Statistics Canada said the economy expanded at an annualized rate of 1.8%. Gross domestic product grew 0.4%, which was also in line with expectations.
The Canadian dollar was lower despite the data, down 0.17 of a cent to 101.26 cents US.
The currency was pressured by commodity prices which weakened across the board amid the pressures of a rising American dollar.
The U.S. dollar had strengthened after Spain’s Prime Minister said Friday that his recession-ridden country will miss its deficit goal for this year, risking sanctions from the European Union.
Spain’s government deficit will reach 5.8% of its economic output this year, Prime Minister Mariano Rajoy said after an EU summit in Brussels. That is much higher than the 4.4% Madrid had promised the other states in the 27-nation bloc.
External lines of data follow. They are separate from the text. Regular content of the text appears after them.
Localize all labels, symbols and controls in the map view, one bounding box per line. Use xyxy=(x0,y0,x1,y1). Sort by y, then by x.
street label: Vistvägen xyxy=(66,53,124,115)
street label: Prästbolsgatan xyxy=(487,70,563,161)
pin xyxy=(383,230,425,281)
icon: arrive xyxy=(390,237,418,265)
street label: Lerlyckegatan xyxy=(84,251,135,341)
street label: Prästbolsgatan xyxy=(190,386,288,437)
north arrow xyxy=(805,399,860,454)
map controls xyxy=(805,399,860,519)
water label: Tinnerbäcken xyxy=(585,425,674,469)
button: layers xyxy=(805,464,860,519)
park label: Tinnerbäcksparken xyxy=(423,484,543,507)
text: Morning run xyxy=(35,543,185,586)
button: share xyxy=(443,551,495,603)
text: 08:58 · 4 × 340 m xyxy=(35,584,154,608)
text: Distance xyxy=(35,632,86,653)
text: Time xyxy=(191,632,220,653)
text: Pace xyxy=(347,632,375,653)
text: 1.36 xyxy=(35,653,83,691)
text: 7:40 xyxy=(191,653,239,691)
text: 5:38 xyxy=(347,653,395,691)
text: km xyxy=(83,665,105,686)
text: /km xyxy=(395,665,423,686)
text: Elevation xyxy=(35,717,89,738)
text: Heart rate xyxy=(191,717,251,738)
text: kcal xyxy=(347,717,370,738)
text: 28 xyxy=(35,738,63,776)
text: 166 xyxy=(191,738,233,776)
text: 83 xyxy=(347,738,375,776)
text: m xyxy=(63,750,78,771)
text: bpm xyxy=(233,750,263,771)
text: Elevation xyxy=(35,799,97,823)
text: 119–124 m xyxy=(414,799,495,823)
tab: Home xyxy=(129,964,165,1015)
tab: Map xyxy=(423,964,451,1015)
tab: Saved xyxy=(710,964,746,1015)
Oil prices were down with the April contract on the New York Mercantile Exchange falling 73 cents to US$108.11 a barrel.
A stronger greenback usually helps depress oil prices, which are denominated in dollars, as it makes oil more expensive for holders of other currencies.
Metal prices also softened with May copper down two cents to US$3.91 a pound.
Bullion declined $12.90 to US$1,709.30 an ounce.
U.S. futures were lower with the Dow Jones industrial futures down 28 points to 12,945, the Nasdaq futures declined seven points to 2,636.25 and the S&P 500 futures lost 3.9 points to 1,370.6.
Despite the anticipated negative start to the trading day, the Toronto market is set to end the week positive as positive economic data from China and the U.S. improved resource stocks while strong bank earnings lifted financials.
Still, with the market up well over six per cent year to date, traders wonder if a rally stretching back to October is looking a bit stretched.
Higher oil costs have also worried investors. Oil has shot up sharply from the US$98 level of the end of January, largely because of concerns of Iran’s nuclear program and worries about supply disruptions. Investors worry that a continued runup could damage a fragile economic recovery.
European bourses were also lower as London’s FTSE 100 index slipped 0.25%, Frankfurt’s DAX lost 0.29% and the Paris CAC 40 dipped 0.08%.
Earlier in Asia, Japan’s Nikkei 225 index rose 0.7% to its highest close in seven months.
Hong Kong’s Hang Seng added 0.8% and South Korea’s Kospi added 0.2%.
Mainland Chinese shares rose, with the benchmark Shanghai Composite Index adding 1.4%. The Shenzhen Composite Index climbed 2.1%.